現在お住まいの住宅をバリアフリー構造に改装することは一つの選択肢になります。ただ既存住宅の改装工事では限界があるので完璧なバリアフリー構造にはなりにくいといえます。ただ自立していれば極度なバリアフリー構造は不要ではないかと考えています。
事業者の立場として完璧なバリアフリー構造の住宅に住み替えられた場合には摺足に慣れてしまい住宅外で転倒される方が散見されます。

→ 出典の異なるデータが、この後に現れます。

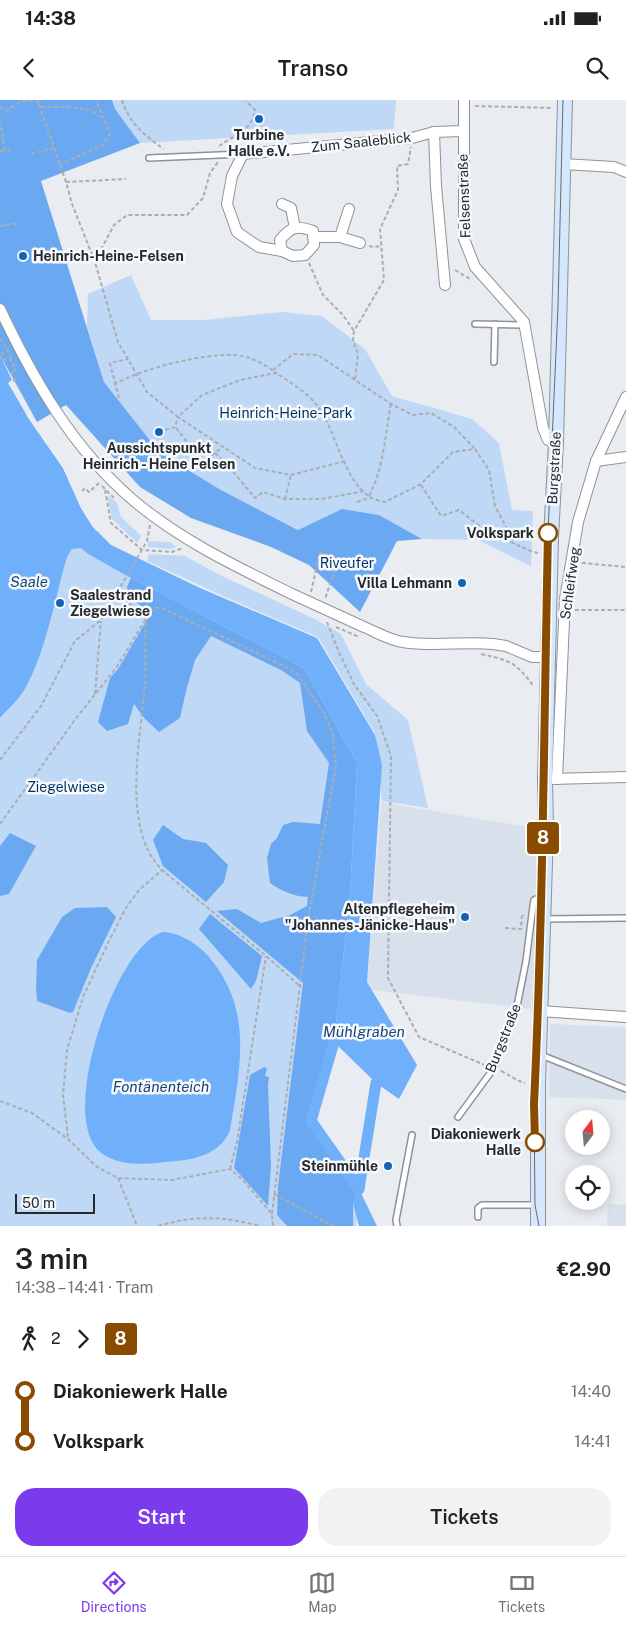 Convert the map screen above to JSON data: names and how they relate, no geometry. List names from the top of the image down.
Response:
{
  "streets": {
    "street": [
      "Zum Saaleblick",
      "Felsenstraße",
      "Burgstraße",
      "Schleifweg"
    ]
  },
  "crossings": [
    ["Zum Saaleblick", "Felsenstraße"],
    ["Felsenstraße", "Burgstraße"],
    ["Burgstraße", "Schleifweg"]
  ],
  "water": ["Saale", "Mühlgraben", "Fontänenteich"],
  "parks": ["Heinrich-Heine-Park", "Riveufer", "Ziegelwiese"],
  "places": [
    "Turbine Halle e.V.",
    "Heinrich-Heine-Felsen",
    "Aussichtspunkt Heinrich - Heine Felsen",
    "Volkspark",
    "Villa Lehmann",
    "Saalestrand Ziegelwiese",
    "Altenpflegeheim \"Johannes-Jänicke-Haus\"",
    "Diakoniewerk Halle",
    "Steinmühle"
  ],
  "lines": ["tram line 8"],
  "scale_bar": "50 m",
  "north": "top",
  "page": {
    "status": "14:38",
    "header": "Transo",
    "on_map": "8",
    "scale": "50 m",
    "heading": ["3 min", "14:38 – 14:41 · Tram", "€2.90"],
    "legs": ["2", "8"],
    "list": [
      {
        "name": "Diakoniewerk Halle",
        "value": "14:40"
      },
      {
        "name": "Volkspark",
        "value": "14:41"
      }
    ],
    "buttons": ["Start", "Tickets"],
    "tabs": ["Directions", "Map", "Tickets"]
  }
}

段差の解消、廊下幅の拡充は車椅子での生活を余儀なくなれた際には有効ですがユーザーである高齢者としての立場から日常生活に支障がない程度の老化による筋力低下くらいであれば段差があるべき場所には大きくない段差はあったほうがいいのではないかと感じています。玄関には数センチ程度の段差があったほうが日常生活に不便は感じません。また自宅以外のご自宅に訪問した際に転倒防止にも有効だと感じています。
筋力低下防止のためにも、自宅外での転倒防止のためにも日常生活が摺足だけにならないためにも少しの段差はあったほうがいいと思います。浴室の入り口は低い段差があったほうが防水のためにも有効ですが浴槽への上がり段差は40cm以下のほうが安全だと感じています。
ユーザーとしての立場から物理的なバリアフリー構造よりも温度のバリアフリーには注意が必要だと思います。急激な温度変化はヒートショックもあるので緩和策が必要だと思います。集合住宅であれば外廊下よりも内廊下のほうが安心ですね。エントランスも2重扉になっているほうが温度のバリアフリーを保つことができると思います。
高齢期に住まい選びを検討する際には自分自身の体の状態と相談しながら専門家の意見も聞いたほうが間違いないと感じています。高齢期には身体状況の個人差が大きくなってくるので最善のバリアフリー化を選択していただきたいですね。
次回は間取り、設備についてお話したいと考えています。